Work task:
Look over the entries below. Report how many lines hold the word "function", and only that.

Provided records:
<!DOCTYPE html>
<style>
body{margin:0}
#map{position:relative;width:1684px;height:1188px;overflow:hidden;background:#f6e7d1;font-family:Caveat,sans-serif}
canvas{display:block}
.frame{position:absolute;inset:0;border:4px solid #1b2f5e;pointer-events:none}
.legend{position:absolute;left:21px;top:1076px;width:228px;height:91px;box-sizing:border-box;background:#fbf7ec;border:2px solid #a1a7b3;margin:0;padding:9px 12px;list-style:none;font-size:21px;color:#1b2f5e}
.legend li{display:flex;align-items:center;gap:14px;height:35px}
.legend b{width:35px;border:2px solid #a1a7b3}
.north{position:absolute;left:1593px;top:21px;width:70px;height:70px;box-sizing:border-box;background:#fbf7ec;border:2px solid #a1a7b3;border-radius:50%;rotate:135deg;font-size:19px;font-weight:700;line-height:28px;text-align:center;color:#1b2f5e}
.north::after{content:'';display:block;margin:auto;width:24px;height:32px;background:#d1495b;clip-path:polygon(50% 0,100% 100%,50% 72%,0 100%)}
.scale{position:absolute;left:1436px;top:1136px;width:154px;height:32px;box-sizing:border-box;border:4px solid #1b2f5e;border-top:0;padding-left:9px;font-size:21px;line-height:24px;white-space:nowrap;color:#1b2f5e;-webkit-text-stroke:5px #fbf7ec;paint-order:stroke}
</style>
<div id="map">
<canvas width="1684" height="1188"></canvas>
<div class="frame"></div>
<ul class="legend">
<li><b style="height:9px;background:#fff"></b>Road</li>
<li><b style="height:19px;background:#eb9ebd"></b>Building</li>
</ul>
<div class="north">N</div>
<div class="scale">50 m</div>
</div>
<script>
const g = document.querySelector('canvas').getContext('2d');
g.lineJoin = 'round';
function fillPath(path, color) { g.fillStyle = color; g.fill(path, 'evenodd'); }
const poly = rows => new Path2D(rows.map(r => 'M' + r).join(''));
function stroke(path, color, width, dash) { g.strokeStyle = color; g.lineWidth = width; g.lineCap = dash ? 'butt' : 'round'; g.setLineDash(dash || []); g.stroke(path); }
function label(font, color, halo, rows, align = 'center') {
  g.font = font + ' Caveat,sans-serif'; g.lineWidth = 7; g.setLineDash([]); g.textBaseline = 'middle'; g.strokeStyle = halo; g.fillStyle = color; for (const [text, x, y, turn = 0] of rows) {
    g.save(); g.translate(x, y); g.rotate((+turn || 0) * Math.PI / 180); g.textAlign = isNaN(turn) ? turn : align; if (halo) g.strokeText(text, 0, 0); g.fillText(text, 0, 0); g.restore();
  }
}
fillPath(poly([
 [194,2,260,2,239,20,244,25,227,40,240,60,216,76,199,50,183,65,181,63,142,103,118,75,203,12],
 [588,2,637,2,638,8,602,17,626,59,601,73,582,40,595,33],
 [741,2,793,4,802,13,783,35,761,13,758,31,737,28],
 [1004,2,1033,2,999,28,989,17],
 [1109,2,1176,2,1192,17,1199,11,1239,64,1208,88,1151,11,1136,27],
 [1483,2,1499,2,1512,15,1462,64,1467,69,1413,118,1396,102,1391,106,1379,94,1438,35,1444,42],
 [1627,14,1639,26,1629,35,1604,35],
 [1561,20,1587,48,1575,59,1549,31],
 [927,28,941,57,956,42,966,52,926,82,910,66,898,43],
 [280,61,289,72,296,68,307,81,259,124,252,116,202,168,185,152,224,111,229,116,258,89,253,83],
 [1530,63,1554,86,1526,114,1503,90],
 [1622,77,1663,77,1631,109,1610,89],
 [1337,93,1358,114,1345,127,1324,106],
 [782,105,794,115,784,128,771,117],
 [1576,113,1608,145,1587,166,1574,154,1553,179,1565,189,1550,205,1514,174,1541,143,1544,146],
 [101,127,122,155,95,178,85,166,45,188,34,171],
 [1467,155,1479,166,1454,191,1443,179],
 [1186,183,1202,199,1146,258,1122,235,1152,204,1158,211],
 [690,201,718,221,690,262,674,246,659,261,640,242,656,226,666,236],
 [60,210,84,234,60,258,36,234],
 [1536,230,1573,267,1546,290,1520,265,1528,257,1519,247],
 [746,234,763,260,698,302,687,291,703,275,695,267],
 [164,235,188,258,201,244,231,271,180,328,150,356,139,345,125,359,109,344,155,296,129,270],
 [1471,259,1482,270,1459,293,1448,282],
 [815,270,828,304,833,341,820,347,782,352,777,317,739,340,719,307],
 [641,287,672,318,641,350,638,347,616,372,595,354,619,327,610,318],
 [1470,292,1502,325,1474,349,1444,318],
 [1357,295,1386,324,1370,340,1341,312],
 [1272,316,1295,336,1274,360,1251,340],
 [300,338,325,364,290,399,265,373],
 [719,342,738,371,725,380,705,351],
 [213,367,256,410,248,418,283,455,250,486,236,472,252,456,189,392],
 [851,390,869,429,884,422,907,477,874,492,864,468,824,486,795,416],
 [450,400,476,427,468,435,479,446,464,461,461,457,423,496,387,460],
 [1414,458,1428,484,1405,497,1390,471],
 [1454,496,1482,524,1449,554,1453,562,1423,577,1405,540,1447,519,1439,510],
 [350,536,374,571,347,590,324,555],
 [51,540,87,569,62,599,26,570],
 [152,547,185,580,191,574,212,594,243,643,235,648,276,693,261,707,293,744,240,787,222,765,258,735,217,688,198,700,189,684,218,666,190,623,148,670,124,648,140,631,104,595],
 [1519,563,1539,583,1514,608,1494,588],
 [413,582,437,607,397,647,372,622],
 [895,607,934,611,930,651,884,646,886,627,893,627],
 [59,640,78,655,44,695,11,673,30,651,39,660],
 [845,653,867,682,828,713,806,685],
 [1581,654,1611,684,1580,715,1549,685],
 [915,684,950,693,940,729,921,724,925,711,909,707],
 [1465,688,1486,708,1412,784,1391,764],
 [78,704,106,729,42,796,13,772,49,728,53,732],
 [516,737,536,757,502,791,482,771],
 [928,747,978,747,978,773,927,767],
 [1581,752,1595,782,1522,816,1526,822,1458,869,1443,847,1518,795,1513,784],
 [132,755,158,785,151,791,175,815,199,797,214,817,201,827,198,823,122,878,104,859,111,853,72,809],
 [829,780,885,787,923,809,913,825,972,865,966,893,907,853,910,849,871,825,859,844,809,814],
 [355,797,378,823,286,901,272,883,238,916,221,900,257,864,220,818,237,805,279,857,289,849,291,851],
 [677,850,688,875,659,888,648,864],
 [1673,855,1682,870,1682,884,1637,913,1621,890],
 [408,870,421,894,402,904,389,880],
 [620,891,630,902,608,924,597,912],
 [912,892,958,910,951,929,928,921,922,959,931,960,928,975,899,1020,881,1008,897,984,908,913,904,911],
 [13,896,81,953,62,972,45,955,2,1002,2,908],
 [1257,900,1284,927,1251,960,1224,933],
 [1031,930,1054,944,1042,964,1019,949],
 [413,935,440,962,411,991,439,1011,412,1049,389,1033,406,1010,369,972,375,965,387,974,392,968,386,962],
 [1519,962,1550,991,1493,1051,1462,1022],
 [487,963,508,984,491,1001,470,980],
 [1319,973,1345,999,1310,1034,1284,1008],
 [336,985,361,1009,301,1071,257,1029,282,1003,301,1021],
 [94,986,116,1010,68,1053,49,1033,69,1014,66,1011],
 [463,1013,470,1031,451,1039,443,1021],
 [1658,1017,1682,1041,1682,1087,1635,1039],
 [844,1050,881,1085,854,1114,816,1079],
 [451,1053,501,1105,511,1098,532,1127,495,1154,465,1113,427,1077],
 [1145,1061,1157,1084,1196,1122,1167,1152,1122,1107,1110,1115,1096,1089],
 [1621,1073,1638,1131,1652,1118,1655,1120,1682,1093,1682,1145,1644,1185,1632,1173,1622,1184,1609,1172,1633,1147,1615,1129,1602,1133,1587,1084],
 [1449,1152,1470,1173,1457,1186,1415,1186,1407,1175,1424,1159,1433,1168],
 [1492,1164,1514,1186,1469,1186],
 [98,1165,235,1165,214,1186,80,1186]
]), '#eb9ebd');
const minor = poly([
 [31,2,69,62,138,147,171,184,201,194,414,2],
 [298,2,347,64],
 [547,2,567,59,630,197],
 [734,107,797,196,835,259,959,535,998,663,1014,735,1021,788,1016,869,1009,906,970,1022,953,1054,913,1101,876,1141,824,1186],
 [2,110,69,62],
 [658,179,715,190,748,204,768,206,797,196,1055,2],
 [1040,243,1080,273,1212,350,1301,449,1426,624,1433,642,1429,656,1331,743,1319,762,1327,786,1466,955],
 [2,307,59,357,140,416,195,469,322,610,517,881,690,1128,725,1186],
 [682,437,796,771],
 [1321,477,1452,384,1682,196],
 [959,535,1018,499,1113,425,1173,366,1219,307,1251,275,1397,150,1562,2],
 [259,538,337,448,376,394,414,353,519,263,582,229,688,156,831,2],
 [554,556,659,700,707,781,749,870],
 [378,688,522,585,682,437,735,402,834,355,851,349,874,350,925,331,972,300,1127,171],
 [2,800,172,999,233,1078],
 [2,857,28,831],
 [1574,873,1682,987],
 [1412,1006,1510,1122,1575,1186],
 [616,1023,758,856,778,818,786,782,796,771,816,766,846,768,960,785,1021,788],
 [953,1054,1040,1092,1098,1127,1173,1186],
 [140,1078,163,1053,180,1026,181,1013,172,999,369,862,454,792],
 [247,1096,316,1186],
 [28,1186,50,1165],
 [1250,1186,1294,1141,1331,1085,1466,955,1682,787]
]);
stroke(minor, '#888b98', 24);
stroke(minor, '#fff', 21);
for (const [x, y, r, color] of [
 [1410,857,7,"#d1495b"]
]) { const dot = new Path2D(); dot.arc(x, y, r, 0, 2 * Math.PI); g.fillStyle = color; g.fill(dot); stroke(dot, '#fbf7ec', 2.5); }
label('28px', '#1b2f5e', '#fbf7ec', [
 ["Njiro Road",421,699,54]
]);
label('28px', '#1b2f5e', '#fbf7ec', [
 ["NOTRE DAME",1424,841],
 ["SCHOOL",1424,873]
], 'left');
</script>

Solution to this exercise:
3